A Palavra não voltará vazia!
Proclamar Libertação – Volume 44
Prédica: Isaías 55.10-13
Leituras: Mateus 13.1-9, 18-23 e Romanos 8.1-11
Autoria: Humberto Maiztegui Gonçalves
Data Litúrgica: 6° Domingo após Pentecostes
Data da Pregação: 12/07/2020
1. Introdução
Sempre que nos deparamos com as três leituras para cada domingo, tentamos descobrir a ligação entre os textos ali indicados. Essa questão nem sempre é tão evidente. Nesse domingo há uma ligação mais forte entre a leitura de Mateus, na parábola do semeador, e o texto da pregação. Ambos apresentam a interação entre a palavra de Deus e a terra que a recebe gerando frutos. Já a ligação com o texto da Carta aos Romanos não parece tão evidente. A chave pode estar em Romanos 8.6, onde se usa a palavra grega fronēma. O significado desse termo pode ser “mente” ou “mentalidade”, como de fato a tradução de Almeida indica em 8.27: aquele que sonda os corações sabe qual é a mente do Espírito. Sendo assim, podemos entender Romanos 8.6 a partir de dois sentidos em conflito: o da carne (cuja mentalidade é de morte) e o do Espírito (cuja mentalidade é de vida e paz). Aplicando isso a Isaías 55.10-13 e Mateus 13.1-9,18-23, poderíamos dizer que a ação da Palavra revela a vida e a paz e, portanto, a ação produtiva da Palavra revela a presença do Espírito (solidário/comunitário) e denuncia a ação da carne (individualista/egoísta). Assim, o sentido geral das leituras seria que a finalidade da Palavra é revelar a vontade – mentalidade ou caráter – vivificadora e pacificadora de Deus na história humana. Vejamos mais profundamente essa relação no texto da pregação.
2. Análise exegética
O contexto
Essa parte do livro do profeta Isaías chamada de Dêutero-Isaías (40 – 55) corresponde ao contexto do final do exílio babilônico (próximo ao ano 538 a.C., quando o imperador Ciro da Pérsia decreta o fim do exílio; cf. Ed 1.1-3). A ascensão política do rei Ciro, visto como um “messias” enviado para libertar o povo do exílio (cf. Is 45.1) aponta para a ação de Deus na história e desafia a preparar o povo para retornar e reconstruir Israel. A pregação se dirige às “vítimas atingidas pela catástrofe”, o que faz necessário enfrentar “a desesperança e o desespero de seus contemporâneos que se lamentam: ‘Javé me abandonou’ (49.14; 40.27; cf. 45.15: ‘um Deus que se esconde’)”, gerando “uma contradição entre a palavra do profeta (sic) e a realidade com que o povo convive” (SCHMIDT, 2002, p. 245-246). Boa parte desses textos foram apresentados de forma oral. Schmidt afirma que “na base de Is 40-55 estão palavras isoladas, pronunciadas oralmente, que foram posteriormente ordenadas e transformadas em unidades temáticas e querigmáticas” (SCHMIDT, 2002, p. 247). O contexto histórico apresenta o desafio de fecundar a história de um povo destruído e desanimado, e para isso a palavra de YHWH precisa ser espalhada ou semeada.
O texto
Por se tratar de poucos versículos, foi feita uma tradução própria que permitisse ver com mais clareza as ligações internas do texto:
V. 10 – Porque, como aquela que desce – a chuva e a neve – desde os céus e para onde não volta. Porque, se molha a terra, faz nascer, faz germinar, e da semente ao semeador e pão ao que come.

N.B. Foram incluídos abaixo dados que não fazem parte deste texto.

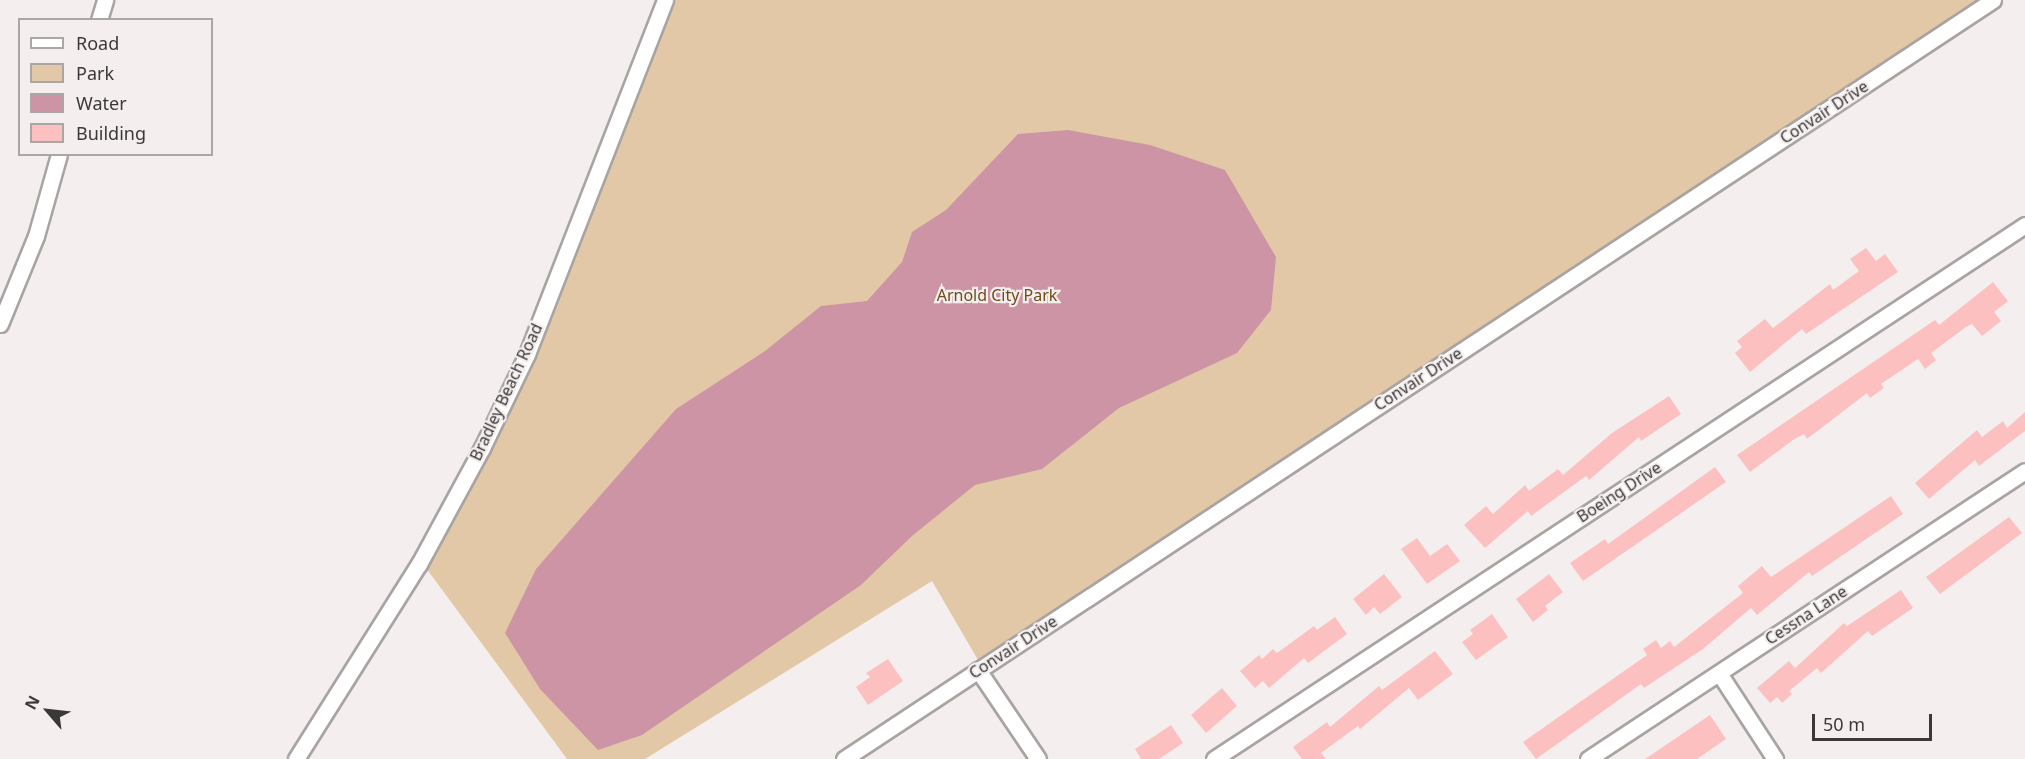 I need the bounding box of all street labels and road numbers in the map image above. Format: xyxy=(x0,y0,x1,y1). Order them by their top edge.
street label: Convair Drive xyxy=(1776,76,1872,148)
street label: Bradley Beach Road xyxy=(466,320,546,464)
street label: Convair Drive xyxy=(1370,343,1466,415)
street label: Boeing Drive xyxy=(1573,458,1665,526)
street label: Cessna Lane xyxy=(1761,581,1851,649)
street label: Convair Drive xyxy=(965,611,1061,683) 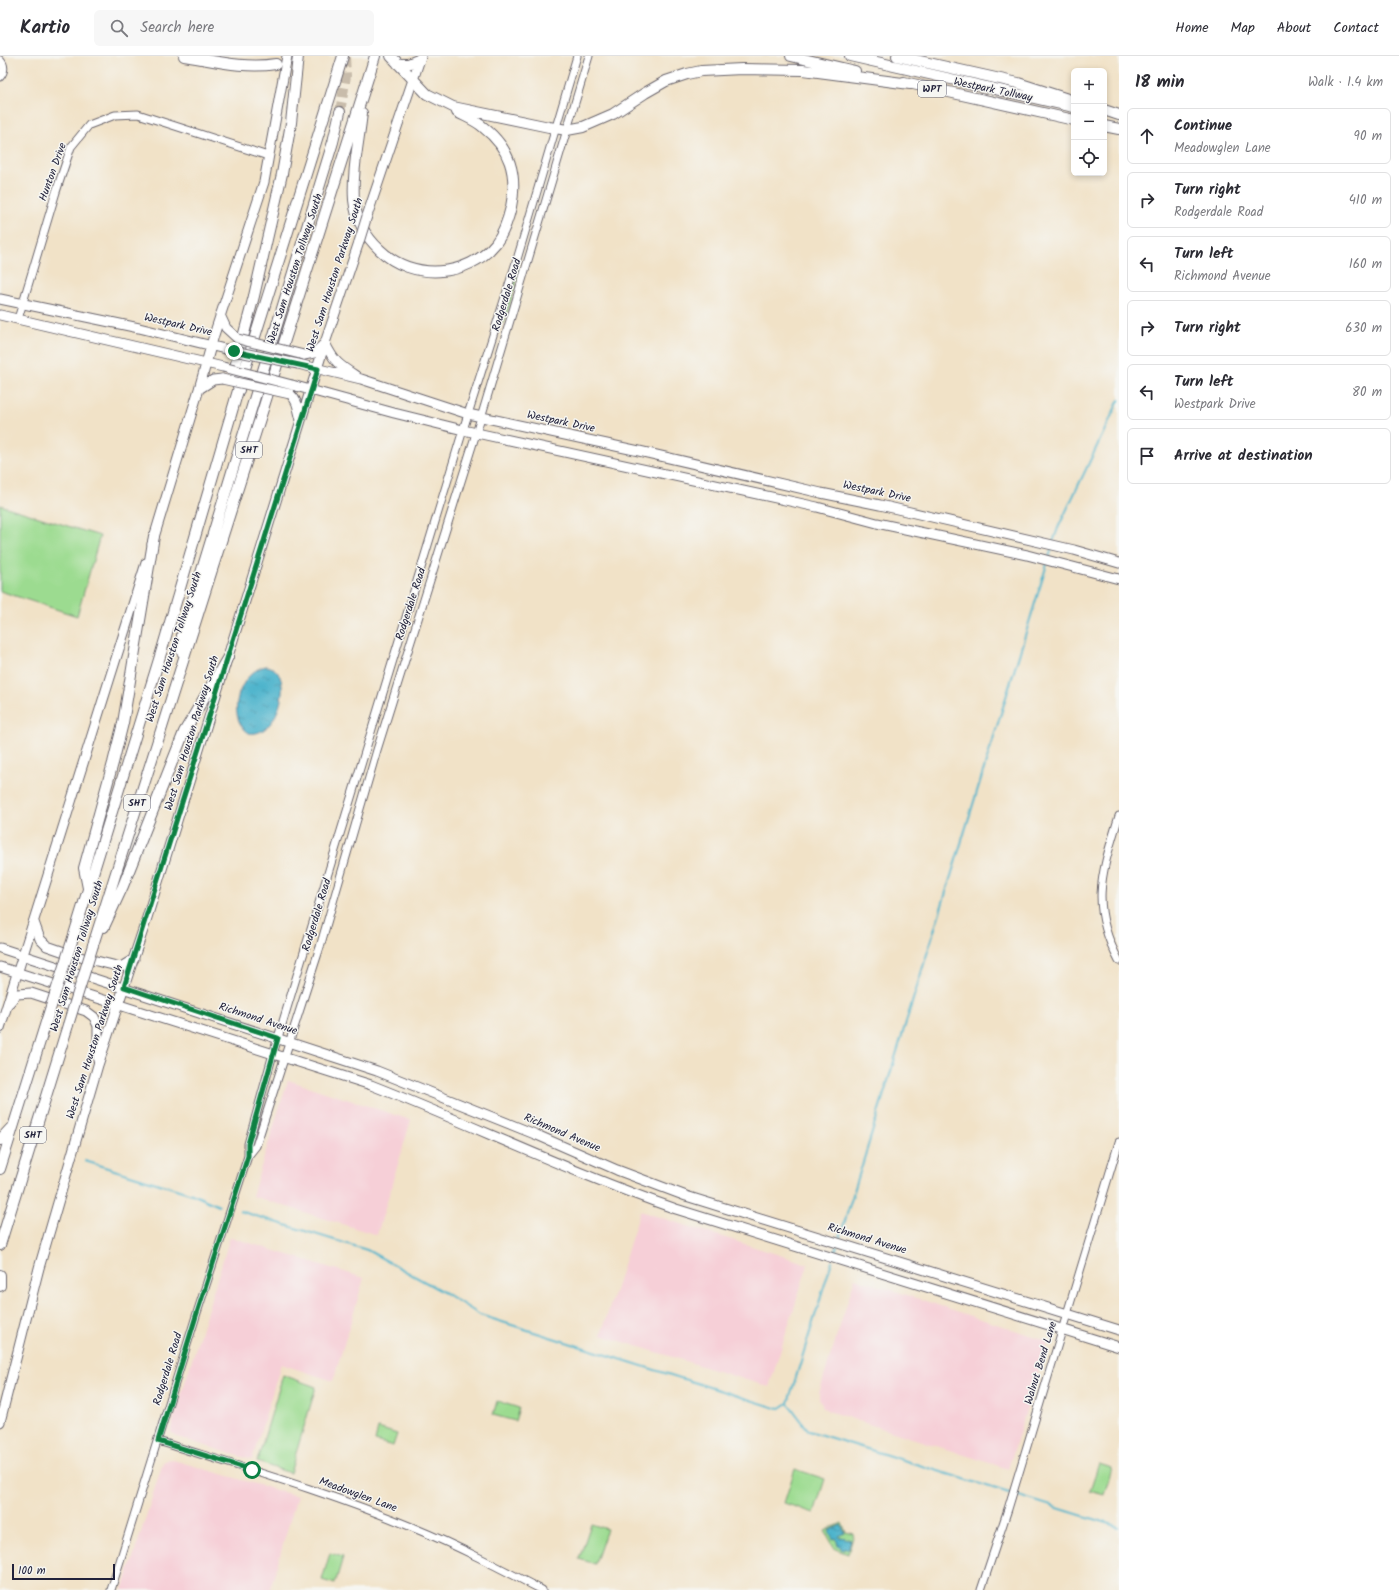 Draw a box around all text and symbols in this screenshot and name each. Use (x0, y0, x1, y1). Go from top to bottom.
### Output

V. 11 – Assim será a minha palavra, aquela que sai da minha boca, não voltará para mim vazia. Porque se faz aquilo que eu desejo, cumpre aquilo que eu lhe mandei.
V. 12 – Porque na alegria voltarás e na paz sereis trazidos, porque os montes e as colinas baterão palmas.
V. 13 – E ao invés de espinheiro, se erguerá o cipreste e será para YHWH por nome e por sinal eterno que será cortado.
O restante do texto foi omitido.